### Data in this exercise
▶
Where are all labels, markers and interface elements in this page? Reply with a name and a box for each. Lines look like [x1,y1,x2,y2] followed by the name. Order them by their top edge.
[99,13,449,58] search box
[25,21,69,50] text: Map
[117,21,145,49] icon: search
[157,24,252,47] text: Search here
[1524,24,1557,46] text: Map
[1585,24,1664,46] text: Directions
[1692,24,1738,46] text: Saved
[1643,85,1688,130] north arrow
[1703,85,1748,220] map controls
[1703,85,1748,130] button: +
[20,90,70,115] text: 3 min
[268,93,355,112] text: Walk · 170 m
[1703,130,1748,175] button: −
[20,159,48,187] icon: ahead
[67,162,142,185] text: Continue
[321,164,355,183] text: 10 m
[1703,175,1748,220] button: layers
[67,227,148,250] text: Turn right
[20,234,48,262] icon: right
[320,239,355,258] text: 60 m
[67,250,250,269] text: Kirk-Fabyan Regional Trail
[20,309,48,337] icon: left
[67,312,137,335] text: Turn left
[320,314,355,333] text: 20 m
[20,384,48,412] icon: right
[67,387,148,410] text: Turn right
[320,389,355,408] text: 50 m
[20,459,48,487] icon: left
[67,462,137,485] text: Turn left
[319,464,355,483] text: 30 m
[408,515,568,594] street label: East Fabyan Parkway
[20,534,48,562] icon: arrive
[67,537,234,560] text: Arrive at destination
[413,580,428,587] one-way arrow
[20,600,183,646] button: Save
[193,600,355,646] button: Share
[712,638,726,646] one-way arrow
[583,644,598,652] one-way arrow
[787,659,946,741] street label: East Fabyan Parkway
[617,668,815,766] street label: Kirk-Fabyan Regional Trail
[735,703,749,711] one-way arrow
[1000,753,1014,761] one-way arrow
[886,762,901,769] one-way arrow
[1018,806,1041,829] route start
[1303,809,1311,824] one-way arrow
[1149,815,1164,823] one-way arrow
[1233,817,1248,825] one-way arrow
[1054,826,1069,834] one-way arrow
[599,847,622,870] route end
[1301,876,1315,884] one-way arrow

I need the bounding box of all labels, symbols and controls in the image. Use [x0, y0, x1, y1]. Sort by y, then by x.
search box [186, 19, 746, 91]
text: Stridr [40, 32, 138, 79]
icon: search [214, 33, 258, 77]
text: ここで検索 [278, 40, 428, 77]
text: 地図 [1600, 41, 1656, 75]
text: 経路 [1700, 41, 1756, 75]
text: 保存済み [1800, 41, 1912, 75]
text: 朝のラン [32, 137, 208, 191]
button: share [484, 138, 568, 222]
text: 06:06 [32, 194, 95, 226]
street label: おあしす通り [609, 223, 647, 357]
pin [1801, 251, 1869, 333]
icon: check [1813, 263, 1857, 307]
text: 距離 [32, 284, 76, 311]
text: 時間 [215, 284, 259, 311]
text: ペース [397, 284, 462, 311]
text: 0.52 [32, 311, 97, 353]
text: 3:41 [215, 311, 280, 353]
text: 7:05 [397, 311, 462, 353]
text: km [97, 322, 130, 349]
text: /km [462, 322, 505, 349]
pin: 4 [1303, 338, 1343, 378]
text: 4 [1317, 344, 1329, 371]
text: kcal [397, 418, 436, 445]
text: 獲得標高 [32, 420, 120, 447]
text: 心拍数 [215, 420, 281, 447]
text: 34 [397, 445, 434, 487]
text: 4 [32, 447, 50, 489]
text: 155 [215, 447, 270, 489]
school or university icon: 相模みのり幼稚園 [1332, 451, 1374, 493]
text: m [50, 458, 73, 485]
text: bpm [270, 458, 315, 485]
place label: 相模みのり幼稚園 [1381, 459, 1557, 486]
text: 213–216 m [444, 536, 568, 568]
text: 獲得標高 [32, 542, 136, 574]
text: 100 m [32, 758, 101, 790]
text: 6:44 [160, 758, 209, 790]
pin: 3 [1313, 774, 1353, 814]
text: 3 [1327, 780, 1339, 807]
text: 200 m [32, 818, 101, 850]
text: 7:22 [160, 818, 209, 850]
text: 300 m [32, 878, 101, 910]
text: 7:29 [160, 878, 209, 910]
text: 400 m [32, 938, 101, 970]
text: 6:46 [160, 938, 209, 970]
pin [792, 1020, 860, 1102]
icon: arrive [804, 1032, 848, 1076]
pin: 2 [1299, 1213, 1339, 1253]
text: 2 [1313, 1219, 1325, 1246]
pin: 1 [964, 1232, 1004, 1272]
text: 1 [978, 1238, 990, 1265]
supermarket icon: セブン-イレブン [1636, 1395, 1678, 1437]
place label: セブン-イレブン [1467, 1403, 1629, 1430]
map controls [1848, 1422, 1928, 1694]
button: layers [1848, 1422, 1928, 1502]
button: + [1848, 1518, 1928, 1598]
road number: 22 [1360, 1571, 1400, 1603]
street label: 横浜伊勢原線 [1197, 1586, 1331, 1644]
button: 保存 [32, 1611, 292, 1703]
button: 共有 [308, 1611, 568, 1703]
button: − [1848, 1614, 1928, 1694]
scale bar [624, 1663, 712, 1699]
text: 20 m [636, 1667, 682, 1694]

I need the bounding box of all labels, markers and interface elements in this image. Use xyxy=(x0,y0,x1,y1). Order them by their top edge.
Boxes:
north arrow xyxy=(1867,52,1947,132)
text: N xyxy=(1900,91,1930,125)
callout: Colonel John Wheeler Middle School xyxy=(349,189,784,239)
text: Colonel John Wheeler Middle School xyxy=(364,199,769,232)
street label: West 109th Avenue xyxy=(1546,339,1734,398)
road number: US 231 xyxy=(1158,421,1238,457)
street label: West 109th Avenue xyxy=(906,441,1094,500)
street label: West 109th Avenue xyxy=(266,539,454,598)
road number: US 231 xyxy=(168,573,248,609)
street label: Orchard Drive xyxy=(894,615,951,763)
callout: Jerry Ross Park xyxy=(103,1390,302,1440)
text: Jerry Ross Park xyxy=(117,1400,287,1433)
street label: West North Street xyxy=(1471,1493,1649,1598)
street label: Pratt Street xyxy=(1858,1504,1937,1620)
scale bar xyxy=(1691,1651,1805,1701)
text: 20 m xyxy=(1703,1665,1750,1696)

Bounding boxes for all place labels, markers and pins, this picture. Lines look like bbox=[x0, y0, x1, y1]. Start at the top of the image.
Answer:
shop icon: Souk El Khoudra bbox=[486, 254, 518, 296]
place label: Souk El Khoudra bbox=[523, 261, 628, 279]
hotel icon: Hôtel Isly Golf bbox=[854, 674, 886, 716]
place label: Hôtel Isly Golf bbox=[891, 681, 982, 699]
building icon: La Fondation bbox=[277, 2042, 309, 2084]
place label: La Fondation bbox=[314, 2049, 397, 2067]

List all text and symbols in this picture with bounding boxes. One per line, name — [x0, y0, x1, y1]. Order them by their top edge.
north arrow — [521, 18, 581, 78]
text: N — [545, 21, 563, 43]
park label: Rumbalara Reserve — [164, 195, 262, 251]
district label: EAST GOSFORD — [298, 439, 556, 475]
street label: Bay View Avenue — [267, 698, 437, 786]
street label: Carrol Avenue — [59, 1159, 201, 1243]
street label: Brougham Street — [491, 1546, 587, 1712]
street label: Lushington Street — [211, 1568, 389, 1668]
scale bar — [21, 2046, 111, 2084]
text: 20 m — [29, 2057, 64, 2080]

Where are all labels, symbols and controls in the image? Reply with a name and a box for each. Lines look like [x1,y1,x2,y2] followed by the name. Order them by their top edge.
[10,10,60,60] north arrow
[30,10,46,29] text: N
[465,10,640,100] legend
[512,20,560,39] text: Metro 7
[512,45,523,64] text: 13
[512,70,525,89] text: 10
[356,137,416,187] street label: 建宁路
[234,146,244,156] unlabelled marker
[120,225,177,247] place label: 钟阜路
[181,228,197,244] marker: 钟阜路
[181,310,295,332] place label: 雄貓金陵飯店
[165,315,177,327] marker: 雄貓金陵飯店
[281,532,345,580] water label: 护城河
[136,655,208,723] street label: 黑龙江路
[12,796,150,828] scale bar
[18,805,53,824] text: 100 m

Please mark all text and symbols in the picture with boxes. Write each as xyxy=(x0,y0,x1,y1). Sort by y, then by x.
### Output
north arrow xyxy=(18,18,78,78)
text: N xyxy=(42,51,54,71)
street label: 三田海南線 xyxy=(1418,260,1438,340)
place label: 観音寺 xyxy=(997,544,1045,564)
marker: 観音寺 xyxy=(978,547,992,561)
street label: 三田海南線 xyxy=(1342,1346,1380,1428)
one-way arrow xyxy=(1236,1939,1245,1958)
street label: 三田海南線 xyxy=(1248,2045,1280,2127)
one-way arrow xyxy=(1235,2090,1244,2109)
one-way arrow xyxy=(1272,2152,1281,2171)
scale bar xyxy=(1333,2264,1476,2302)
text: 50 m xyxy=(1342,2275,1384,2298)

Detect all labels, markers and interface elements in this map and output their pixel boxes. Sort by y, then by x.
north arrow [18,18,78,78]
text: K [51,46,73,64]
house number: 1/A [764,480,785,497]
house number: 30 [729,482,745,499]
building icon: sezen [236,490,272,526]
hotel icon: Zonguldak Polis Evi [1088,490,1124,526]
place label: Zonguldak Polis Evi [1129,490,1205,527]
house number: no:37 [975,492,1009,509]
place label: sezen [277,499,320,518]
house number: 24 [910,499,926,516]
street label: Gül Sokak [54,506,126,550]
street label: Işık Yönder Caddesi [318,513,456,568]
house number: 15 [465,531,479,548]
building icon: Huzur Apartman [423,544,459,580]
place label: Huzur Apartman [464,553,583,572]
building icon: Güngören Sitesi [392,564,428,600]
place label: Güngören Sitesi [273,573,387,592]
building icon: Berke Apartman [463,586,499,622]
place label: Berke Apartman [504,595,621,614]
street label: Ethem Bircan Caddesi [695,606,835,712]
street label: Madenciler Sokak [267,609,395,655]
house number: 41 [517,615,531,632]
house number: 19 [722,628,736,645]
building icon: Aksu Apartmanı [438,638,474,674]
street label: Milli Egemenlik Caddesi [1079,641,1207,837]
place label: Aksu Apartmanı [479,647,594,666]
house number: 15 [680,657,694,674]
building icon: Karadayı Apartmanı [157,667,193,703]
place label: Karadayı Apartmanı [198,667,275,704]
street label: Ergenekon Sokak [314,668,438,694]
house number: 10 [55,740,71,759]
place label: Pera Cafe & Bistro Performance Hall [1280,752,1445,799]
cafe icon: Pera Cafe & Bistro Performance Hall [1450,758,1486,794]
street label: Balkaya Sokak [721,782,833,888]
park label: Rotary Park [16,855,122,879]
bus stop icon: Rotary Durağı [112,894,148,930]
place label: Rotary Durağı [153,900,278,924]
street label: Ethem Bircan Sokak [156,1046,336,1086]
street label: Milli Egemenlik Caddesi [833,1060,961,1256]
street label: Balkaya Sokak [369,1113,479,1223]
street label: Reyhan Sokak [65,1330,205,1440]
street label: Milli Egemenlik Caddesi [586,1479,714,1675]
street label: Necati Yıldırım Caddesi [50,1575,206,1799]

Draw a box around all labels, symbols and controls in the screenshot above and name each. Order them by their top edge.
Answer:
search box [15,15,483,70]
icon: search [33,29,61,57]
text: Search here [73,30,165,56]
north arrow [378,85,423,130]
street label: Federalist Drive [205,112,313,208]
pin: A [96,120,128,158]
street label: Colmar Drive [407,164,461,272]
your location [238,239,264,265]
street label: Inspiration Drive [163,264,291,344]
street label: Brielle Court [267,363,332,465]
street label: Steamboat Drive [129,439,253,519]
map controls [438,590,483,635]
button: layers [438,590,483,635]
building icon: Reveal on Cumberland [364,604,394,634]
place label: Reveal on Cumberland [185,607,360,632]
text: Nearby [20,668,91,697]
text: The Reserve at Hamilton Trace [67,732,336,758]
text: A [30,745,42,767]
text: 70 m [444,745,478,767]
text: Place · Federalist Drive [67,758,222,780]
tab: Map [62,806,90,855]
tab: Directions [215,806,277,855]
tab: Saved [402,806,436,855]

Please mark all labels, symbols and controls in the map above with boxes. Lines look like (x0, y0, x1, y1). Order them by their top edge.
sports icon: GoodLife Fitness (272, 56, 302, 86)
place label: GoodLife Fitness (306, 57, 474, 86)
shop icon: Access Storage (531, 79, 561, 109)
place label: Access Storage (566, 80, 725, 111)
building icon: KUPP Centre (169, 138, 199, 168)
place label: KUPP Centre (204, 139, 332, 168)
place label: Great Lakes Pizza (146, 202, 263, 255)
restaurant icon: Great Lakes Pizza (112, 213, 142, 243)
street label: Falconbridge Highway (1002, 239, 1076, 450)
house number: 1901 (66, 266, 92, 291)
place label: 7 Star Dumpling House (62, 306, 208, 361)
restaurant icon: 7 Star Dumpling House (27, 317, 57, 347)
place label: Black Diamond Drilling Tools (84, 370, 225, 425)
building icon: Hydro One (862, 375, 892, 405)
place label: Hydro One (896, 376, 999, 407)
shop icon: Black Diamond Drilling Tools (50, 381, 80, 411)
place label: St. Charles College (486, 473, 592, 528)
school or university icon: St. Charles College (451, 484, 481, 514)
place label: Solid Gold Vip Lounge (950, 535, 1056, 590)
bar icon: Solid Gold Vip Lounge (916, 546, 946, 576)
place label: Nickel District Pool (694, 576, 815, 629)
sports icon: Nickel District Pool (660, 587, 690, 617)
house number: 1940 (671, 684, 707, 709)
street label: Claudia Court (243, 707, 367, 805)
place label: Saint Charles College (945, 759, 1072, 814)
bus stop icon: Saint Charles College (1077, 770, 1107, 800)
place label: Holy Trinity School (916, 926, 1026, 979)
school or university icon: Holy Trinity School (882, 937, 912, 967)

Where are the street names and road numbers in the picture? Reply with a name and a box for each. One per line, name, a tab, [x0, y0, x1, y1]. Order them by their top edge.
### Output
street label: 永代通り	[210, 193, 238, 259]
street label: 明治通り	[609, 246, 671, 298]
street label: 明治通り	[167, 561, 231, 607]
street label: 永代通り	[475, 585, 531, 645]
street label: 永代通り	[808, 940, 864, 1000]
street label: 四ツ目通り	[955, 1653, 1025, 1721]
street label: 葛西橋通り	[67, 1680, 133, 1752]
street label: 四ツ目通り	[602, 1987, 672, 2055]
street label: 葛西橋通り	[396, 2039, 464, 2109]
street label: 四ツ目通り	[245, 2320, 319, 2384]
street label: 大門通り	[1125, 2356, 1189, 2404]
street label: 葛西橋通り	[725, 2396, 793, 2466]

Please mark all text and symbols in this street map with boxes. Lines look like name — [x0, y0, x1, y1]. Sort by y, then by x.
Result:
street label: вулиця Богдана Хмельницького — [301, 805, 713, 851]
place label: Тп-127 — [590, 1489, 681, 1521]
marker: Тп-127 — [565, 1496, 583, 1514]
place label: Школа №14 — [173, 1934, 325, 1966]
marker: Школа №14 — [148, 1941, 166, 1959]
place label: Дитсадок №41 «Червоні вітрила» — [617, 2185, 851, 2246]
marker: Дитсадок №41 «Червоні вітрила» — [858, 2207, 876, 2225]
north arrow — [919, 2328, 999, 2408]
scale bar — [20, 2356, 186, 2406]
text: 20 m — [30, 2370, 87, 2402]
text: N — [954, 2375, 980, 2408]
◀
### Required action
Give back the line containing "Where are the" and all the lines after it through the end of the records, unchanged.

### Answer below
Where are the street names and road numbers in the picture? Reply with a name and a box for each. One per line, name, a tab, [x0, y0, x1, y1]. Order them by their top edge.
### Output
street label: 永代通り	[210, 193, 238, 259]
street label: 明治通り	[609, 246, 671, 298]
street label: 明治通り	[167, 561, 231, 607]
street label: 永代通り	[475, 585, 531, 645]
street label: 永代通り	[808, 940, 864, 1000]
street label: 四ツ目通り	[955, 1653, 1025, 1721]
street label: 葛西橋通り	[67, 1680, 133, 1752]
street label: 四ツ目通り	[602, 1987, 672, 2055]
street label: 葛西橋通り	[396, 2039, 464, 2109]
street label: 四ツ目通り	[245, 2320, 319, 2384]
street label: 大門通り	[1125, 2356, 1189, 2404]
street label: 葛西橋通り	[725, 2396, 793, 2466]

Please mark all text and symbols in this street map with boxes. Lines look like name — [x0, y0, x1, y1]. Sort by y, then by x.
Result:
street label: вулиця Богдана Хмельницького — [301, 805, 713, 851]
place label: Тп-127 — [590, 1489, 681, 1521]
marker: Тп-127 — [565, 1496, 583, 1514]
place label: Школа №14 — [173, 1934, 325, 1966]
marker: Школа №14 — [148, 1941, 166, 1959]
place label: Дитсадок №41 «Червоні вітрила» — [617, 2185, 851, 2246]
marker: Дитсадок №41 «Червоні вітрила» — [858, 2207, 876, 2225]
north arrow — [919, 2328, 999, 2408]
scale bar — [20, 2356, 186, 2406]
text: 20 m — [30, 2370, 87, 2402]
text: N — [954, 2375, 980, 2408]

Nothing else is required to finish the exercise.